EXERCISE OBJECTIVE:
The expected response is the complete listing below, restated exactly, with its pictures omitted.

TASK MATERIAL:
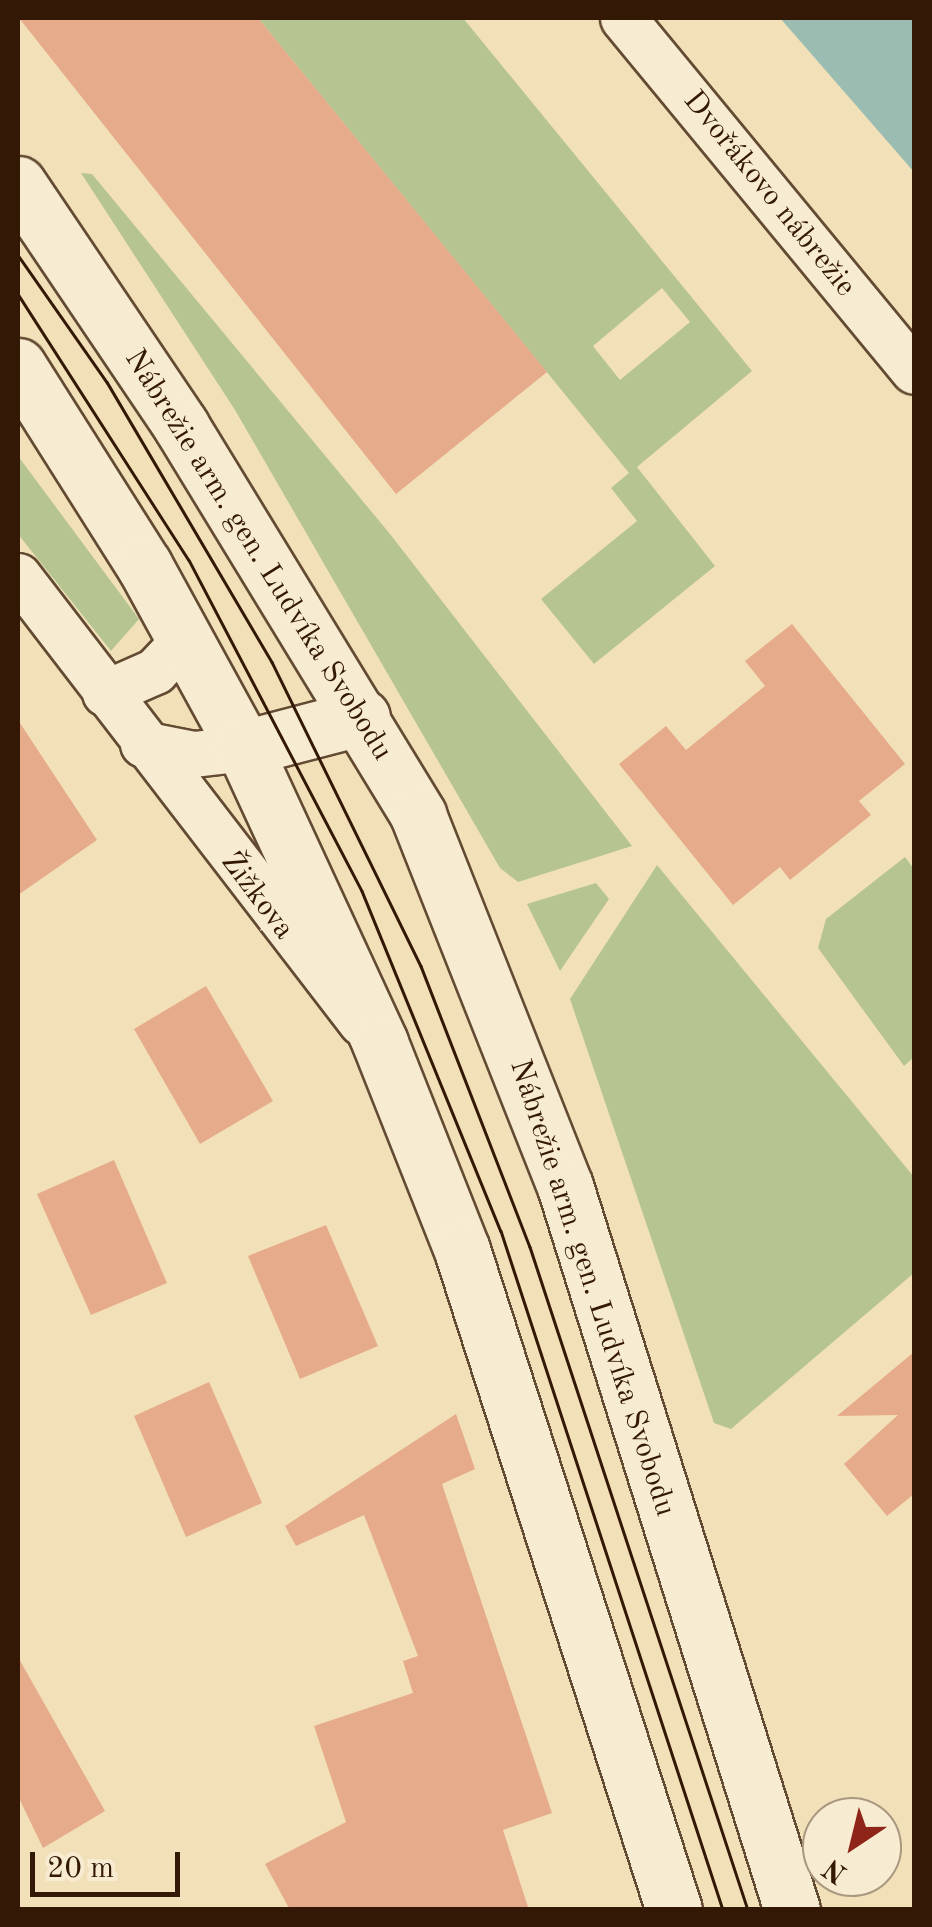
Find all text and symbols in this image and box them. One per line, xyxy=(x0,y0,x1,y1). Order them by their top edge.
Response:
street label: Dvořákovo nábrežie xyxy=(675,84,863,304)
street label: Nábrežie arm. gen. Ludvíka Svobodu xyxy=(116,343,400,767)
street label: Žižkova xyxy=(213,845,301,947)
street label: Nábrežie arm. gen. Ludvíka Svobodu xyxy=(501,1055,683,1521)
north arrow xyxy=(802,1797,902,1897)
scale bar xyxy=(35,1832,185,1894)
text: N xyxy=(819,1852,853,1888)
text: 20 m xyxy=(47,1854,114,1884)

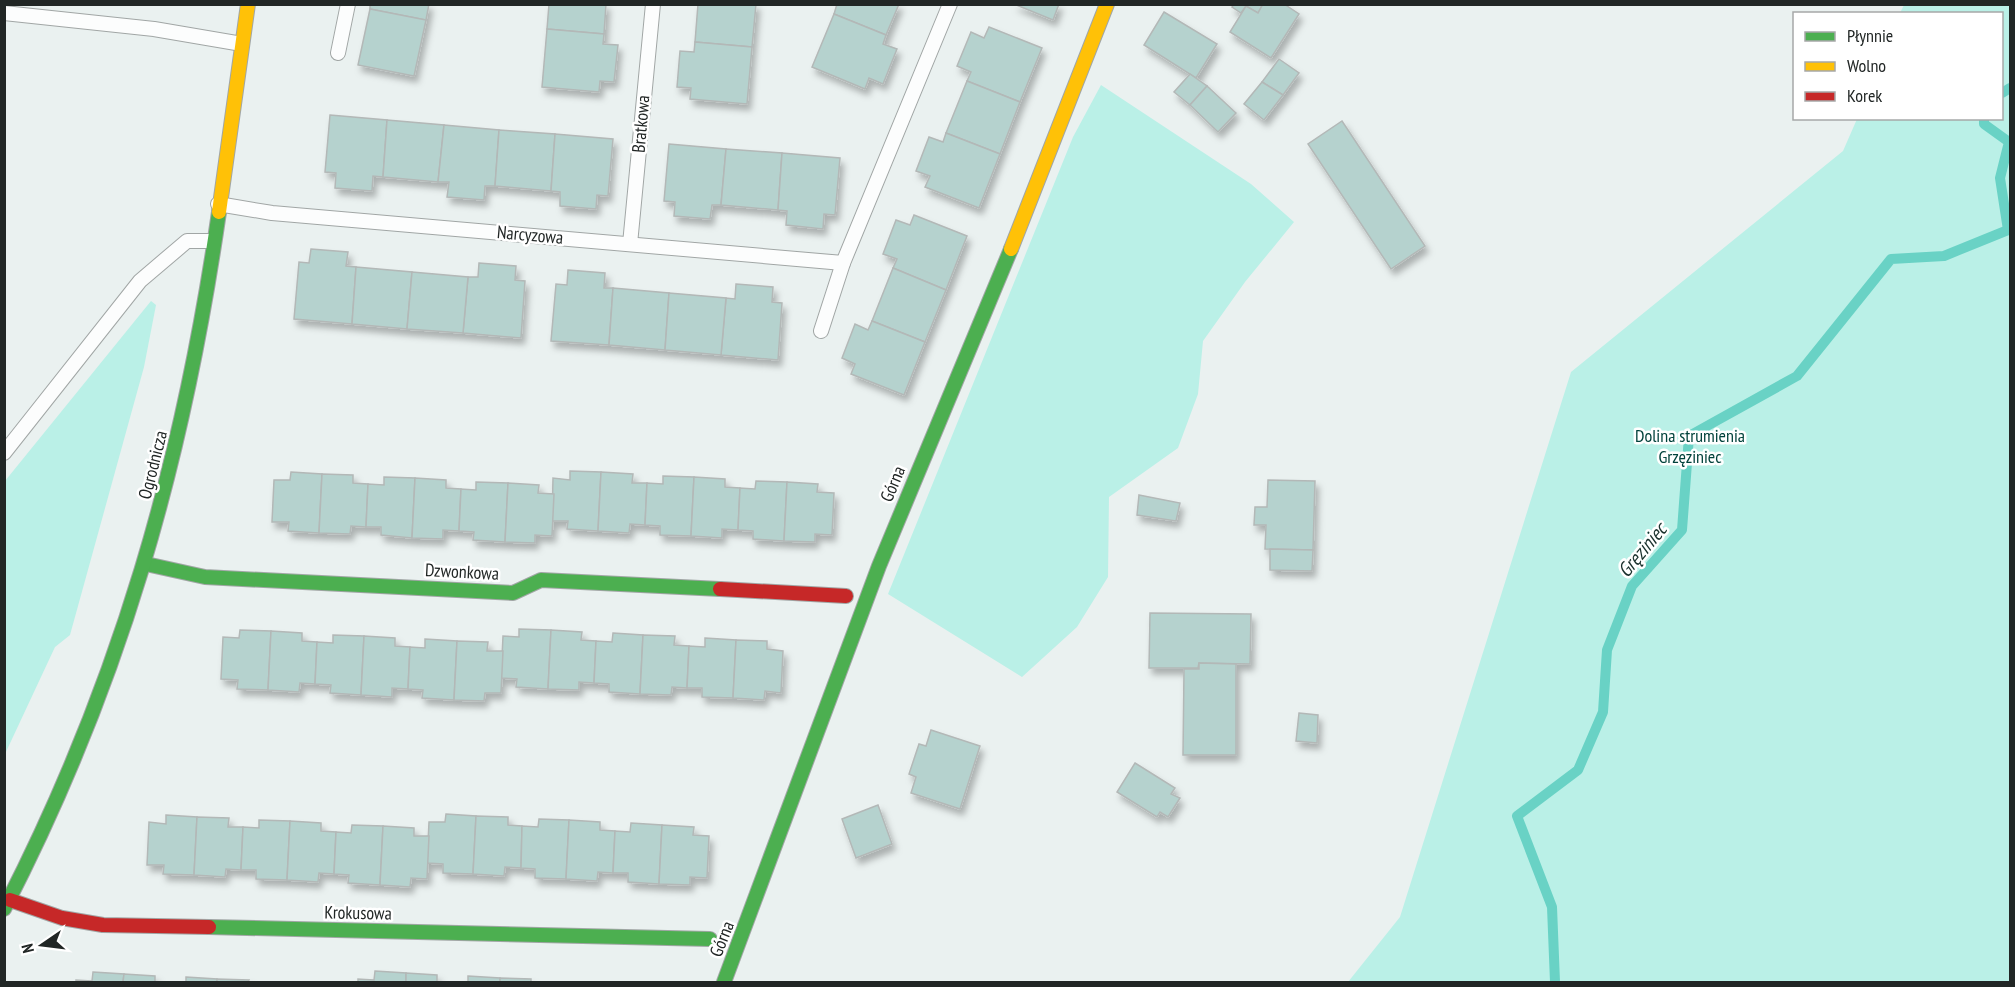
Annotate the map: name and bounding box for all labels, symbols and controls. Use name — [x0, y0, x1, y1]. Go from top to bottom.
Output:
legend — [1793, 12, 2003, 120]
text: Płynnie — [1847, 24, 1893, 47]
text: Wolno — [1847, 54, 1886, 77]
text: Korek — [1847, 84, 1882, 107]
street label: Bratkowa — [627, 94, 654, 154]
street label: Narcyzowa — [496, 220, 564, 249]
park label: Dolina strumienia Grzęziniec — [1635, 424, 1745, 468]
street label: Ogrodnicza — [133, 428, 172, 502]
street label: Górna — [875, 462, 910, 505]
water label: Gręziniec — [1612, 516, 1673, 583]
street label: Dzwonkowa — [424, 558, 500, 585]
street label: Krokusowa — [324, 900, 392, 925]
north arrow — [12, 915, 72, 975]
street label: Górna — [704, 918, 739, 960]
text: N — [17, 942, 38, 955]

RESULT OF THIS TASK:
Find all text and symbols in this image and box them. One per line, xyxy=(x0,y0,x1,y1). Order them by their top edge.
Response:
street label: Dvořákovo nábrežie xyxy=(675,84,863,304)
street label: Nábrežie arm. gen. Ludvíka Svobodu xyxy=(116,343,400,767)
street label: Žižkova xyxy=(213,845,301,947)
street label: Nábrežie arm. gen. Ludvíka Svobodu xyxy=(501,1055,683,1521)
north arrow xyxy=(802,1797,902,1897)
scale bar xyxy=(35,1832,185,1894)
text: N xyxy=(819,1852,853,1888)
text: 20 m xyxy=(47,1854,114,1884)

Annotate the map: name and bounding box for all labels, symbols and controls. Use name — [x0, y0, x1, y1]. Go from top to bottom.
Output:
legend — [1793, 12, 2003, 120]
text: Płynnie — [1847, 24, 1893, 47]
text: Wolno — [1847, 54, 1886, 77]
text: Korek — [1847, 84, 1882, 107]
street label: Bratkowa — [627, 94, 654, 154]
street label: Narcyzowa — [496, 220, 564, 249]
park label: Dolina strumienia Grzęziniec — [1635, 424, 1745, 468]
street label: Ogrodnicza — [133, 428, 172, 502]
street label: Górna — [875, 462, 910, 505]
water label: Gręziniec — [1612, 516, 1673, 583]
street label: Dzwonkowa — [424, 558, 500, 585]
street label: Krokusowa — [324, 900, 392, 925]
north arrow — [12, 915, 72, 975]
street label: Górna — [704, 918, 739, 960]
text: N — [17, 942, 38, 955]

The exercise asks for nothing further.